The former restaurateur died at 8.15am at his home near the village of Yattendon, in Berkshire. His wife Barbara and daughters, Edina and Esther, were by his side, longtime friend and broadcaster Nick Ross said. Ronay had been ill for several weeks.

Ross today paid tribute to Ronay, best known for setting restaurant standards throughout the 1960s, 70s and 80s with his Egon Ronay guides.

"He was, in the most literal sense, incredible, right up until the last few weeks of his life," Ross said.

"He was sharp as a button. We went for a tasting with him four months ago and he had this remarkable ability to taste flavours in anything."

He added: "Right up until his death, even young chefs regarded him as the monarch.

"He was a tiny man but had no airs and graces about him and yet he was almost fawned upon by restaurateurs, right up until his last illness."

The son of Budapest's then highest taxpayer, Ronay was born on 24 July, 1915. His grandfather Nicholas inherited a restaurant around 1910, and his father Miklos, a captain in the Austro-Hungarian army, owned five.

During the siege of Budapest, which started when the Russians tried to force occupying Germans out of the city in December 1944, Ronay spent three weeks living in a cellar with his young wife and two small daughters.

When he emerged, he began selling coffee in an attempt to revitalise the city.
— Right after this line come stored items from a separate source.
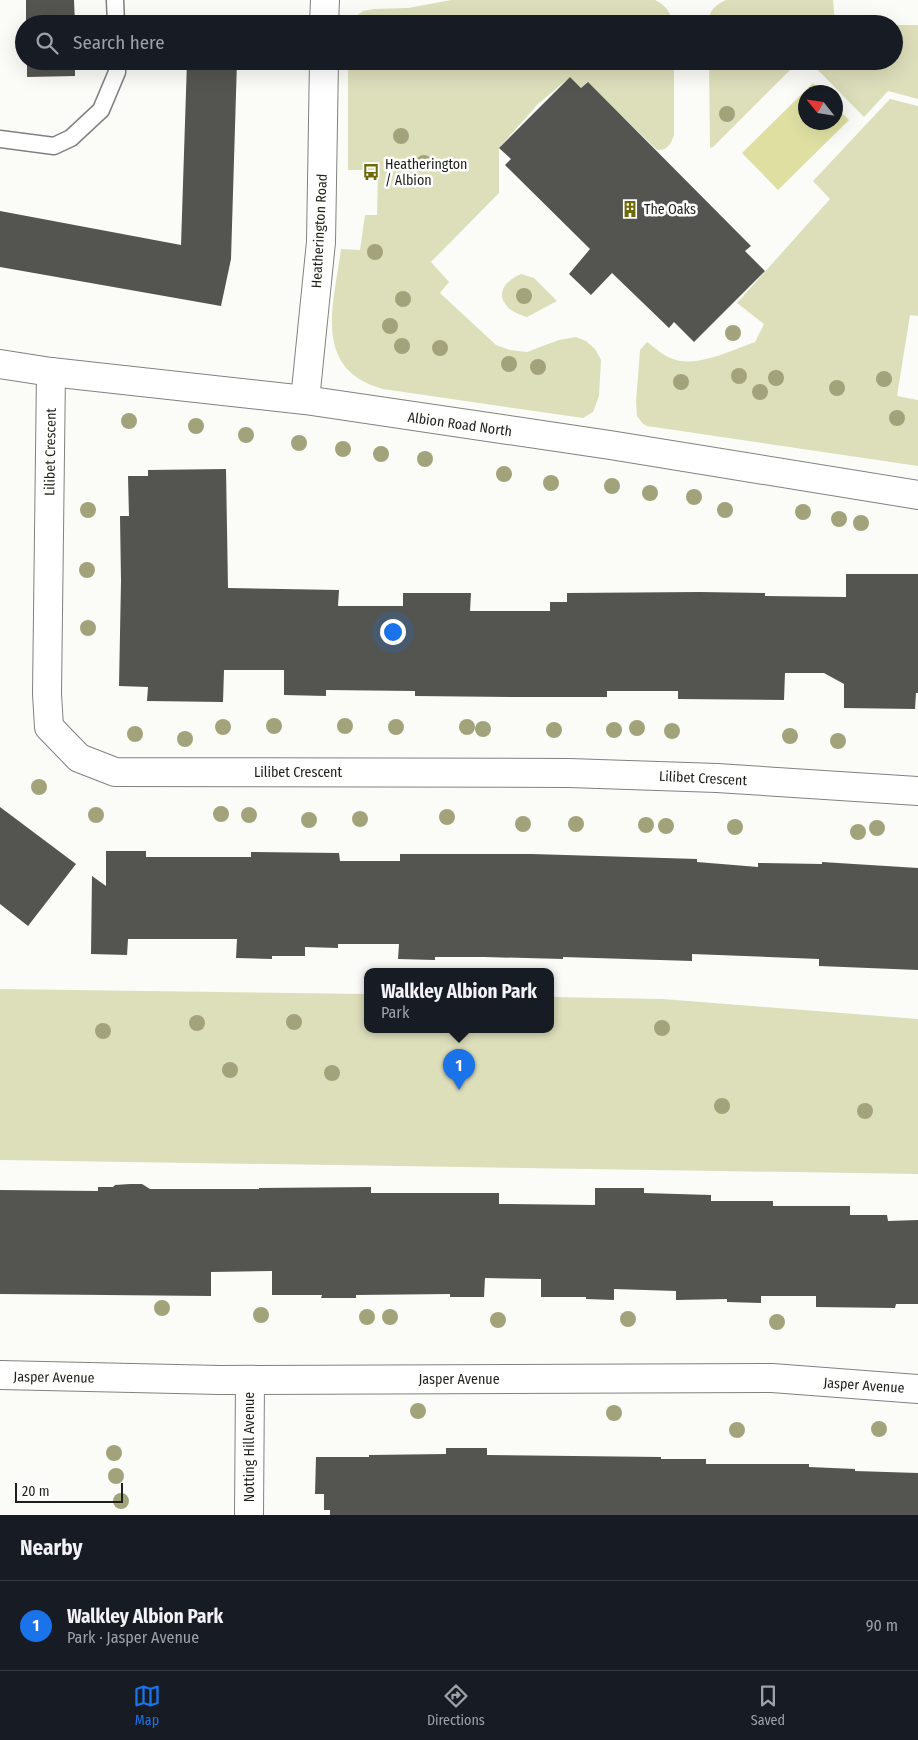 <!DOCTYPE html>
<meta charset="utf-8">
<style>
body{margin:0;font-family:"Fira Sans Condensed",sans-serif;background:#242831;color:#f1f3f6}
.compass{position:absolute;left:798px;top:85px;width:45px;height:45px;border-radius:50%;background:#171b24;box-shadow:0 5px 20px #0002;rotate:300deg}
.scale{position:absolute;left:15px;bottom:12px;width:108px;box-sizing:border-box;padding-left:5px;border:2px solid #1e1e1d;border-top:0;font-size:14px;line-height:18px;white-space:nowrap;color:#1e1e1d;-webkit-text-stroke:4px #fffffe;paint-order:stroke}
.you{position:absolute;left:392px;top:631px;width:18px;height:18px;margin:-12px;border:4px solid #fff;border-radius:50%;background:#1a73e8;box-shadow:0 0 0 8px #1a73e833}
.badge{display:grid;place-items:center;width:32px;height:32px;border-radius:50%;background:#1a73e8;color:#fff;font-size:16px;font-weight:700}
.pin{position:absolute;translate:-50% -41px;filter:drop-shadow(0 1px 2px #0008)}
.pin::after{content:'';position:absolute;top:26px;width:18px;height:15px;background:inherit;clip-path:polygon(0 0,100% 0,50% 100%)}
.popup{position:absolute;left:364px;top:968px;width:190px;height:65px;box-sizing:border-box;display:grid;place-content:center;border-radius:10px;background:#171b24;filter:drop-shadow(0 1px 4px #0005);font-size:16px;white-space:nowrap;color:#9ea1a6}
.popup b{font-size:19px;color:#f1f3f6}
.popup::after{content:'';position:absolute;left:50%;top:100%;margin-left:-10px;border:10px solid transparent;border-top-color:#171b24}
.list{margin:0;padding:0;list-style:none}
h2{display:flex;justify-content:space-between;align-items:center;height:65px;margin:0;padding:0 20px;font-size:21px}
h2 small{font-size:16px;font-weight:400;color:#9ea1a6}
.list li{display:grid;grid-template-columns:32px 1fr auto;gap:15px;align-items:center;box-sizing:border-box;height:90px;padding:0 20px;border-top:1px solid #363941}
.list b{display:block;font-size:19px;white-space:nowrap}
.list p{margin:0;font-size:16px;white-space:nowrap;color:#9ea1a6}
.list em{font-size:16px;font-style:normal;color:#9ea1a6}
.icon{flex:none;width:28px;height:28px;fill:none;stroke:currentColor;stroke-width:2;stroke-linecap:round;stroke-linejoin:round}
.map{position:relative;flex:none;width:918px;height:1515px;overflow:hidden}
.search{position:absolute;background:#171b24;box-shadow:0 5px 20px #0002;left:15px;right:15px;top:15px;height:55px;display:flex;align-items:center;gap:12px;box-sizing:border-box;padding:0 18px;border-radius:28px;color:#9ea1a6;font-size:19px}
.sheet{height:155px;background:#171b24}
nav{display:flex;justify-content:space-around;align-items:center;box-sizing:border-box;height:70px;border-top:1px solid #363941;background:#171b24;font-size:14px;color:#9ea1a6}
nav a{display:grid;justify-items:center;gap:2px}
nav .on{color:#1a73e8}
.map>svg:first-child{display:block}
.green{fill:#dddeba}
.water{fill:#dedfa1}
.building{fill:#545451}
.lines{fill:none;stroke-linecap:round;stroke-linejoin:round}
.lane-casing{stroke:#81817e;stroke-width:19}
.street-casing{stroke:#81817e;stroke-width:30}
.secondary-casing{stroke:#81817e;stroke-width:30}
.lane{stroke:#fff;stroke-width:16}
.street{stroke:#fff;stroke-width:28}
.secondary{stroke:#fff;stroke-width:28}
.tree{fill:#a3a37b}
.labels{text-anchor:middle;stroke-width:5;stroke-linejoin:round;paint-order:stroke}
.poi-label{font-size:14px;fill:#1e1e1d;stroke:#fffffe;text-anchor:start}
.street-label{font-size:14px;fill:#1e1e1d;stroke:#fffffe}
</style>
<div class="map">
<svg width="918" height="1515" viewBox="0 0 918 1515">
<rect width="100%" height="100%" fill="#fbfcf8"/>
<path class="green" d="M451,0H655C666,5 670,12 674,24H350L355,17L363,11L374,9L408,8Z
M726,0H833L835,24H709C708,11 715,5 726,0Z
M894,25H918V99L888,91L864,117L816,68L827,61H894Z
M348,61H674V135C671,144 667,151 657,150L587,82L581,88L570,77L538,104L499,148V193L431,262L449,282L440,293L496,345L510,350L527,352L559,340L576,337L586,341L595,349L601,360L599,396L593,412L583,418L383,389C311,369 334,304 341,249L360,250L365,215H377L378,170H348Z
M709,61H799L713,147L710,148Z
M890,99L918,106V316L910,315L897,396L918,400V466L647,426L643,424L637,416L636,402L640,350L647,342C655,348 664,356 673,359C697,368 732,350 755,342L764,324L737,303L830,199L813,181Z
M521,274L534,278L557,301L527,317C519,314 511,312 506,305C495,291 509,279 521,274Z
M0,989L368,994V1029H550V997L663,999L918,1019V1174L0,1160Z"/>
<path class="water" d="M813,83L822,92H806V122H836V107L849,120L778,190L742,153Z"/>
<path class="building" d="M26,0H74L75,24H26Z
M27,61H75V76L27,77Z
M187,61H237L231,259L221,306L0,267V211L181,245Z
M570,77L581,88L588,82L751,246L745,251L765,271L694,342L674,322L669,328L612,273L591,295L569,274L590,249L505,165L511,159L499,148Z
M226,469L228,588L339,590L338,606H403V593H471L470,611H550V602H567V593L700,592L765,593V596L846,597V574H918V693H916L915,709L844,708V684L824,673H785L784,700L678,699V691H607V697H518L415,696V691L326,690V696L284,695V670H224L223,702L147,701L148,687L119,686L121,581L120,516H129L128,476H148V470Z
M0,807L76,864L28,926L0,904Z
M106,851H146V857H251V852L339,853L340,861H400V854H532L697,859V862L758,867V863L822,864V862L918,868V970L819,966V959L692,954V961L563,957V959L484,957H435V960L398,959L399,944H338V948L305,947V956H272V959L236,958L237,939H128L127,955L91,954L92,876L106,886Z
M130,1184H142L150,1189H259V1188L371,1187V1193H499V1204L595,1205V1188H644V1193L711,1195V1201H773V1206H850V1215H887L888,1221L918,1220V1304H896L895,1308L816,1307V1296H761V1303L727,1302V1299L676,1300V1291L614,1289V1300L586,1299V1297H541V1279L485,1278L484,1297H450V1294L356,1295V1298H321L322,1295H272V1271L211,1272V1296L0,1294V1190L98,1191V1187H113L115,1185Z
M446,1448H487V1455L661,1457V1459H706V1464H809V1467L855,1469V1471L918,1473V1515H330V1510H324V1494H315L316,1457H369V1455L446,1454Z"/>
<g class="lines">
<g class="lane-casing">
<path id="lane" d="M115,0L116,24
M0,139L54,146L71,138L101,110L117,72L116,61"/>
</g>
<g class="street-casing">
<path id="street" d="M51,372L47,694L49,727L79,758L115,772L569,773L717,778L918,791
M0,1375L220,1380L772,1378L918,1389
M249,1515L250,1380"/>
</g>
<g class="secondary-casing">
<path id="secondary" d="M324,24L325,0
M0,364L51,372L305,400L610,445L918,495
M305,400L321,242L324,61"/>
</g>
<use href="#lane" class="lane"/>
<use href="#street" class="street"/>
<use href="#secondary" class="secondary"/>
</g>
<g class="tree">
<circle cx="727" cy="114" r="8"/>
<circle cx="401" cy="136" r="8"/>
<circle cx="424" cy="163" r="8"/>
<circle cx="375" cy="252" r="8"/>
<circle cx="524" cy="296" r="8"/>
<circle cx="403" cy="299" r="8"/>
<circle cx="390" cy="326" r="8"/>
<circle cx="733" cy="333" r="8"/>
<circle cx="402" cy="346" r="8"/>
<circle cx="440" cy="348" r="8"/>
<circle cx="509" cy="364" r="8"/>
<circle cx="538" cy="367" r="8"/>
<circle cx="739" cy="376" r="8"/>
<circle cx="776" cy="378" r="8"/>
<circle cx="884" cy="379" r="8"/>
<circle cx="681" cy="382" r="8"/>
<circle cx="837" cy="388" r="8"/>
<circle cx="760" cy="392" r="8"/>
<circle cx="897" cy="418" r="8"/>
<circle cx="129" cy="421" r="8"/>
<circle cx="196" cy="426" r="8"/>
<circle cx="246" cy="435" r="8"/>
<circle cx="299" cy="443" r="8"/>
<circle cx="343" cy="449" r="8"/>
<circle cx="381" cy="454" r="8"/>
<circle cx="425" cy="459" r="8"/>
<circle cx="504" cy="474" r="8"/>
<circle cx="551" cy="483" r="8"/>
<circle cx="612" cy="486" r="8"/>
<circle cx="650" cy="493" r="8"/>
<circle cx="694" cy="497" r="8"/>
<circle cx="88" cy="510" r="8"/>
<circle cx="725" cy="510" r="8"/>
<circle cx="803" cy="512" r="8"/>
<circle cx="839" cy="519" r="8"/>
<circle cx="861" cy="523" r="8"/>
<circle cx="87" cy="570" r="8"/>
<circle cx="88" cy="628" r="8"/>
<circle cx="274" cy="726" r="8"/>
<circle cx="345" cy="726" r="8"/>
<circle cx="223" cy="727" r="8"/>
<circle cx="396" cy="727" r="8"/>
<circle cx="467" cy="727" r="8"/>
<circle cx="637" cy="728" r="8"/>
<circle cx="483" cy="729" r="8"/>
<circle cx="554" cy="730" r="8"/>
<circle cx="614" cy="730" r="8"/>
<circle cx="672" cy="731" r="8"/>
<circle cx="135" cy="734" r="8"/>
<circle cx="790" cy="736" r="8"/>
<circle cx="185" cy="739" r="8"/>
<circle cx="838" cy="741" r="8"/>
<circle cx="39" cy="787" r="8"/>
<circle cx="221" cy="814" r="8"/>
<circle cx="96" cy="815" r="8"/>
<circle cx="249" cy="815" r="8"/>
<circle cx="447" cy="817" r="8"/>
<circle cx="360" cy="819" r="8"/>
<circle cx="309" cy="820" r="8"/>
<circle cx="523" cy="824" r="8"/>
<circle cx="576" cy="824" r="8"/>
<circle cx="646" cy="825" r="8"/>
<circle cx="666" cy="826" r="8"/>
<circle cx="735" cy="827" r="8"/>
<circle cx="877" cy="828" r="8"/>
<circle cx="858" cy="832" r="8"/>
<circle cx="294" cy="1022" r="8"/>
<circle cx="197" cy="1023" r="8"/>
<circle cx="662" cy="1028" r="8"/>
<circle cx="103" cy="1031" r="8"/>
<circle cx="230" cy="1070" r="8"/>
<circle cx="332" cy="1073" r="8"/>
<circle cx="722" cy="1106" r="8"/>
<circle cx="865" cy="1111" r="8"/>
<circle cx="162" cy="1308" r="8"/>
<circle cx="261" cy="1315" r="8"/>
<circle cx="367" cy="1317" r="8"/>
<circle cx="390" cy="1317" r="8"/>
<circle cx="628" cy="1319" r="8"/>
<circle cx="498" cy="1320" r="8"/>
<circle cx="777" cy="1322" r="8"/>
<circle cx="418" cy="1411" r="8"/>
<circle cx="614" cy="1413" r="8"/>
<circle cx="879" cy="1429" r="8"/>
<circle cx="737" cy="1430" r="8"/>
<circle cx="114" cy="1453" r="8"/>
<circle cx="116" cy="1476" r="8"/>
<circle cx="121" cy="1501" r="8"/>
</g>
<defs>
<g id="bus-bare" transform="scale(1.35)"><path d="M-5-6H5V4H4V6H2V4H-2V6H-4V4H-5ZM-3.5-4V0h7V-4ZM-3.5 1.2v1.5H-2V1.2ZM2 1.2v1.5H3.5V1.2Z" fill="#6d6b09" stroke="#fffffe" stroke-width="2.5" paint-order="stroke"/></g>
<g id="building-bare" transform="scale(1.35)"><path d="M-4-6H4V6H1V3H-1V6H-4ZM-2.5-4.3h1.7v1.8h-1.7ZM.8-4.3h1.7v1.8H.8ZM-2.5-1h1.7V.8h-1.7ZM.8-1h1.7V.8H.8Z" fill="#6d6b09" stroke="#fffffe" stroke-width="2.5" paint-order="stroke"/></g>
</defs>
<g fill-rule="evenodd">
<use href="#bus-bare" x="371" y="172"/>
<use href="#building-bare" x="630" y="209"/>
</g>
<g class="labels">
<g class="poi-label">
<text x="385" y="169">Heatherington<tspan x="385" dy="16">/ Albion</tspan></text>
<text x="644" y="214">The Oaks</text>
</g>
<g class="street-label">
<text transform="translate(319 231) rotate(-87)" y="5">Heatherington Road</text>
<text transform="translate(460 424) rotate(8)" y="5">Albion Road North</text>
<text transform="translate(50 452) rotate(-89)" y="5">Lilibet Crescent</text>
<text x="298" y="777">Lilibet Crescent</text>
<text transform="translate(703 778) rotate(3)" y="5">Lilibet Crescent</text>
<text transform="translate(54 1377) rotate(1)" y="5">Jasper Avenue</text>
<text x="459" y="1384">Jasper Avenue</text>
<text transform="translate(864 1385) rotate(4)" y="5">Jasper Avenue</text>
<text transform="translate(249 1447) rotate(-90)" y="5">Notting Hill Avenue</text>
</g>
</g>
</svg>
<svg class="compass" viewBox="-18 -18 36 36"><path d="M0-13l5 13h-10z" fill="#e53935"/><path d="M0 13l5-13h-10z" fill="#9ea1a6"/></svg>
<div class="scale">20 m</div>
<div class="you"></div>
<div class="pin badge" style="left:459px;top:1090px">1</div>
<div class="popup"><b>Walkley Albion Park</b>Park</div>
<div class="search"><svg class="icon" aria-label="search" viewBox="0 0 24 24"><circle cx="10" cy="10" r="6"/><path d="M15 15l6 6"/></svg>Search here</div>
</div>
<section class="sheet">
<h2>Nearby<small></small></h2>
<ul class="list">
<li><span class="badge">1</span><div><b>Walkley Albion Park</b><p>Park · Jasper Avenue</p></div><em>90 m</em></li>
</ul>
</section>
<nav>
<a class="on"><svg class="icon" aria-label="map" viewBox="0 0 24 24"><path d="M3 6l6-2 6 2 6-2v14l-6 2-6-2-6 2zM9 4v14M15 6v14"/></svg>Map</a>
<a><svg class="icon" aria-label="directions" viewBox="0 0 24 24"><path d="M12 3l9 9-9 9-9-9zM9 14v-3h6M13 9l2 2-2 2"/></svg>Directions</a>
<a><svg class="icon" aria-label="saved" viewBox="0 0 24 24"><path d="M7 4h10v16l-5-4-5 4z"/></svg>Saved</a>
</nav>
He was seized by Russians and taken to a barracks along with other Hungarian men bound for Siberia, but was eventually released as he was a waiter and working class – and because a Russian soldier remembered buying coffee from him.

"It was a chance in a million – a miracle," Ronay later said.

He escaped to England alone as a refugee in October 1946, marking a change in fortune which later saw him take over the Marquee tea room, on Hans Road in Knightsbridge, in 1952.

Although he had to be persuaded, Ronay next began writing a Daily Telegraph food column.

In 1957 he finished the first Egon Ronay Guide after "genuine anger" about mass catering standards.

It sold 30,000 copies and ran for the next three decades, with the help of anonymous inspectors.

In 1985 he sold the rights to his books to the AA, but when the association sold them on, the company that purchased them went into bankruptcy and Ronay went to court to claim back the guides.

He was known for being discreet about his age, but once said, "It is not vanity ... I simply don't want people to think that I have one foot in the grave."

Ronay also monitored food for airport authority BAA and was founding president of the British Academy of Gastronomes and founder of the International Academy of Gastronomy.

He is survived by second wife Barbara, daughter Edina, a well-known fashion designer, daughter Esther, who works in television production, and adopted son Gerard, a prominent chocolate maker.